[Dataset entries]
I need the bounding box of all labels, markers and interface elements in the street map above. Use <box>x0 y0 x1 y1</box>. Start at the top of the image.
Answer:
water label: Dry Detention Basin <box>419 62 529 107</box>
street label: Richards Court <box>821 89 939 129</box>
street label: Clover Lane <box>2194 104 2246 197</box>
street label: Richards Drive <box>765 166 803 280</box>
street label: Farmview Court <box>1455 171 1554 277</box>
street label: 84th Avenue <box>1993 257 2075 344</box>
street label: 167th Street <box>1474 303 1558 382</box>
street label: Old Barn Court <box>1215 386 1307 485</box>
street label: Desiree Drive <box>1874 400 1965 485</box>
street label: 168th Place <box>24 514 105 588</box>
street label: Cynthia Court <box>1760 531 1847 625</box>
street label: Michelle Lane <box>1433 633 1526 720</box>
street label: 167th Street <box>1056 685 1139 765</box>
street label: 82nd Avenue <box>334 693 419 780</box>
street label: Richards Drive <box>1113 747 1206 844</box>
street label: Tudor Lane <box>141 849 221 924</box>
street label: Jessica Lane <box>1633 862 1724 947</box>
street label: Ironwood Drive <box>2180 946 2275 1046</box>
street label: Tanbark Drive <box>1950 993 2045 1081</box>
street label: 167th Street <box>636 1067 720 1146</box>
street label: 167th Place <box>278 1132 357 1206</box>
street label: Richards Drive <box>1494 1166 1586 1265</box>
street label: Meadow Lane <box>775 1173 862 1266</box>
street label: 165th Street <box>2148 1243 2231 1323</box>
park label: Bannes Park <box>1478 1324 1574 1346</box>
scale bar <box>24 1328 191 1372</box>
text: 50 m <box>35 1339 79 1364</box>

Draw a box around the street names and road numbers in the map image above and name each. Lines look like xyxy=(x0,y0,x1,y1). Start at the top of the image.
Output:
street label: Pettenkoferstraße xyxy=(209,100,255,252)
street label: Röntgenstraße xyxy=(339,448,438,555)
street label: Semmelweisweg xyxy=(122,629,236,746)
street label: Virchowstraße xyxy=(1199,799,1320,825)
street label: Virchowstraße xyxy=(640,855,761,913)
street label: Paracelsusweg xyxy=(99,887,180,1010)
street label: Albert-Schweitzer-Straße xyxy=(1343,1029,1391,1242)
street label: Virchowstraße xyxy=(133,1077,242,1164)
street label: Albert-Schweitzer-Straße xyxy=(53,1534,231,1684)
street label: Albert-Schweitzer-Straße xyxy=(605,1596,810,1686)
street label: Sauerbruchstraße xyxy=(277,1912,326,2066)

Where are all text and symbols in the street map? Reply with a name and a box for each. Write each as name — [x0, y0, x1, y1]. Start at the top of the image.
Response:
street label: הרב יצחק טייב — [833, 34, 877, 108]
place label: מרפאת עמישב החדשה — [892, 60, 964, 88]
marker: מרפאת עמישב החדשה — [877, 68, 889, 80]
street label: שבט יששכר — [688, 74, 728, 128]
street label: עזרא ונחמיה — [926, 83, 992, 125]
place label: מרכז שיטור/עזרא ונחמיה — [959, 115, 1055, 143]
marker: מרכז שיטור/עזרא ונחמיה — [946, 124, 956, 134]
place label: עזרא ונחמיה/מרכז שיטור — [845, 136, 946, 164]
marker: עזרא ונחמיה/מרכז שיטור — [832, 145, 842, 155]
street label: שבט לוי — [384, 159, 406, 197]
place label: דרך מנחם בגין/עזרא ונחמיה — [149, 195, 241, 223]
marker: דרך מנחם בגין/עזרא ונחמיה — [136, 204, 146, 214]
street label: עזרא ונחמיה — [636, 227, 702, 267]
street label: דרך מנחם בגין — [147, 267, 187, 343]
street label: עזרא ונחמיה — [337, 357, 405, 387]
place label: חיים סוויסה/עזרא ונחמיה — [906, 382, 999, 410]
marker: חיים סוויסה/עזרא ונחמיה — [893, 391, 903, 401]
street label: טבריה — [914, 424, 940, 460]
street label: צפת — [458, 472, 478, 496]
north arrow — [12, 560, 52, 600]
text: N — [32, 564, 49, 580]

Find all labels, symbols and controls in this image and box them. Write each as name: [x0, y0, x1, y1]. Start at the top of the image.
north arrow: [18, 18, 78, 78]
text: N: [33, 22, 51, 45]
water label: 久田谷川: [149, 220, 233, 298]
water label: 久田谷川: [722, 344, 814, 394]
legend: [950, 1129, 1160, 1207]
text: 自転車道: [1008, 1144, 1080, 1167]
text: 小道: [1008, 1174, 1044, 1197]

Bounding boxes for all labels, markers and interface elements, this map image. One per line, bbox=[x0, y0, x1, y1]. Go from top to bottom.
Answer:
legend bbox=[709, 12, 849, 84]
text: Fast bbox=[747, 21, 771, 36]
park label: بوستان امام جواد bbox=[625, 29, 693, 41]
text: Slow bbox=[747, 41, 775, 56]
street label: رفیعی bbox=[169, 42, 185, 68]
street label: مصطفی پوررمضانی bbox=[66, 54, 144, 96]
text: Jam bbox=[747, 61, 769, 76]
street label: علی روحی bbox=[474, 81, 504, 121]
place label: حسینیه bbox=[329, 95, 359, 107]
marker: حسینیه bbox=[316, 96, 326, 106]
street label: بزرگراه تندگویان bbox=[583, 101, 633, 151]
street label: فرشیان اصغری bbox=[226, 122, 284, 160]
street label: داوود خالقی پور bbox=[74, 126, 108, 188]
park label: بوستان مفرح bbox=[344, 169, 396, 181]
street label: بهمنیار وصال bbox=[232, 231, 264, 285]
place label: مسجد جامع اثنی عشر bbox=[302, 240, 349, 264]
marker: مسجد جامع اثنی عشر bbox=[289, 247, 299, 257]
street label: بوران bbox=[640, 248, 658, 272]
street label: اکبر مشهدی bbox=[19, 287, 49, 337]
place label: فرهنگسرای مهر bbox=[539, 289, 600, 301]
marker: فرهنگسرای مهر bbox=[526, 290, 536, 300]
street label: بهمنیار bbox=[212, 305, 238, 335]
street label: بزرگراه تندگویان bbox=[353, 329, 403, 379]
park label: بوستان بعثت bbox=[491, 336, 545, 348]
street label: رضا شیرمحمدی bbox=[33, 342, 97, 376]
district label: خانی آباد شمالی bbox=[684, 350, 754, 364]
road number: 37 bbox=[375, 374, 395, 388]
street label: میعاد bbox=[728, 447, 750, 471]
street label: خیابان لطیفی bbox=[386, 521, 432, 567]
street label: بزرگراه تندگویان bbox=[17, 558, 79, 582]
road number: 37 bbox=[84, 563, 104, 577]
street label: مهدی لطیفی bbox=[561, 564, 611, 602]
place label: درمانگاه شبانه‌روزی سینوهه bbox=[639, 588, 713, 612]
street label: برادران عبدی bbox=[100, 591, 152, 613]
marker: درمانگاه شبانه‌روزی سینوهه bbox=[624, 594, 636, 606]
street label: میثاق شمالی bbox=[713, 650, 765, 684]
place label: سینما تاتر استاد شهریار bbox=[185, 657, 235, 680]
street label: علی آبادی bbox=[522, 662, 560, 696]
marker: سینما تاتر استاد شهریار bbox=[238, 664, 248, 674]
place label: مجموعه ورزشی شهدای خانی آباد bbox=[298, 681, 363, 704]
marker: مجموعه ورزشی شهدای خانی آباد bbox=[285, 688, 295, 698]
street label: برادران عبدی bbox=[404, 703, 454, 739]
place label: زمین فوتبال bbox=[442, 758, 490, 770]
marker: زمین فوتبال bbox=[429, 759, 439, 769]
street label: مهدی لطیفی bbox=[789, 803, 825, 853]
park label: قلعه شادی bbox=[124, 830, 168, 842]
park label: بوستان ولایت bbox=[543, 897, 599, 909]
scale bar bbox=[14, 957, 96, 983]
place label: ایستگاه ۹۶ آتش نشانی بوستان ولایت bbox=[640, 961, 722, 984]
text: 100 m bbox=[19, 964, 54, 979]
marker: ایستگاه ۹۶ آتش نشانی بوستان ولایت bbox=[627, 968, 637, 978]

The problem ▸
What is the number of lines in the data that hold the word "scale"? Reply with that number and nothing else.

Answer box ▸
2